-- Problem statement --
Print the data once more, exactly as supplied.

-- Study material --
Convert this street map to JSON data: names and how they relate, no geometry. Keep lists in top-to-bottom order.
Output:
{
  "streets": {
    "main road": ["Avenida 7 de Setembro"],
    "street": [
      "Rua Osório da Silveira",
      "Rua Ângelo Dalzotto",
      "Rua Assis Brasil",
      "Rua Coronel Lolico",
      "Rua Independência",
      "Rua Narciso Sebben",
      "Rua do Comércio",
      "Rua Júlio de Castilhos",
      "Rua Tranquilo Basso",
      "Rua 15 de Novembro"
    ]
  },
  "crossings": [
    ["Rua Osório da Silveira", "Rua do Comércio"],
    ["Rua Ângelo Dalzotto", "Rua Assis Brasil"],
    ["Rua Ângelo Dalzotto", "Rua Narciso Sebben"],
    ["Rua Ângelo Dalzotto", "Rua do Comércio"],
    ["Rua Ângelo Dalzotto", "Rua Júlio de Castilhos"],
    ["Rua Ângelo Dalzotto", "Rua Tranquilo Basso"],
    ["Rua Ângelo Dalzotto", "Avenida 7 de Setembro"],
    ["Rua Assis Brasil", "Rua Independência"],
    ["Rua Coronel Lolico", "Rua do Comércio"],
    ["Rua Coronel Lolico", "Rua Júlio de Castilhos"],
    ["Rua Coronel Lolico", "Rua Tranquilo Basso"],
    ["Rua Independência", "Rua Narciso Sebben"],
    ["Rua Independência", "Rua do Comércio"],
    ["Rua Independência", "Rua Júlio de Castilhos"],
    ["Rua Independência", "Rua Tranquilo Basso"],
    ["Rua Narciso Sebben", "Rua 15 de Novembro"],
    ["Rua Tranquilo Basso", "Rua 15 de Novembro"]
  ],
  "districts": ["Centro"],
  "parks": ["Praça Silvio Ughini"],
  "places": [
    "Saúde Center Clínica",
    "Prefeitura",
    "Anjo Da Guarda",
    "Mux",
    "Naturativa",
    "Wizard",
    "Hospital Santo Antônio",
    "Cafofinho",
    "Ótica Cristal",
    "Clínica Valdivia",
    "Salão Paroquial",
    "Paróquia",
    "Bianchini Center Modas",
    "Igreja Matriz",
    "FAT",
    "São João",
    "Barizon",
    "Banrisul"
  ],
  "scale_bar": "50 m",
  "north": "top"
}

-- Response below --
Convert this street map to JSON data: names and how they relate, no geometry. Keep lists in top-to-bottom order.
Output:
{
  "streets": {
    "main road": ["Avenida 7 de Setembro"],
    "street": [
      "Rua Osório da Silveira",
      "Rua Ângelo Dalzotto",
      "Rua Assis Brasil",
      "Rua Coronel Lolico",
      "Rua Independência",
      "Rua Narciso Sebben",
      "Rua do Comércio",
      "Rua Júlio de Castilhos",
      "Rua Tranquilo Basso",
      "Rua 15 de Novembro"
    ]
  },
  "crossings": [
    ["Rua Osório da Silveira", "Rua do Comércio"],
    ["Rua Ângelo Dalzotto", "Rua Assis Brasil"],
    ["Rua Ângelo Dalzotto", "Rua Narciso Sebben"],
    ["Rua Ângelo Dalzotto", "Rua do Comércio"],
    ["Rua Ângelo Dalzotto", "Rua Júlio de Castilhos"],
    ["Rua Ângelo Dalzotto", "Rua Tranquilo Basso"],
    ["Rua Ângelo Dalzotto", "Avenida 7 de Setembro"],
    ["Rua Assis Brasil", "Rua Independência"],
    ["Rua Coronel Lolico", "Rua do Comércio"],
    ["Rua Coronel Lolico", "Rua Júlio de Castilhos"],
    ["Rua Coronel Lolico", "Rua Tranquilo Basso"],
    ["Rua Independência", "Rua Narciso Sebben"],
    ["Rua Independência", "Rua do Comércio"],
    ["Rua Independência", "Rua Júlio de Castilhos"],
    ["Rua Independência", "Rua Tranquilo Basso"],
    ["Rua Narciso Sebben", "Rua 15 de Novembro"],
    ["Rua Tranquilo Basso", "Rua 15 de Novembro"]
  ],
  "districts": ["Centro"],
  "parks": ["Praça Silvio Ughini"],
  "places": [
    "Saúde Center Clínica",
    "Prefeitura",
    "Anjo Da Guarda",
    "Mux",
    "Naturativa",
    "Wizard",
    "Hospital Santo Antônio",
    "Cafofinho",
    "Ótica Cristal",
    "Clínica Valdivia",
    "Salão Paroquial",
    "Paróquia",
    "Bianchini Center Modas",
    "Igreja Matriz",
    "FAT",
    "São João",
    "Barizon",
    "Banrisul"
  ],
  "scale_bar": "50 m",
  "north": "top"
}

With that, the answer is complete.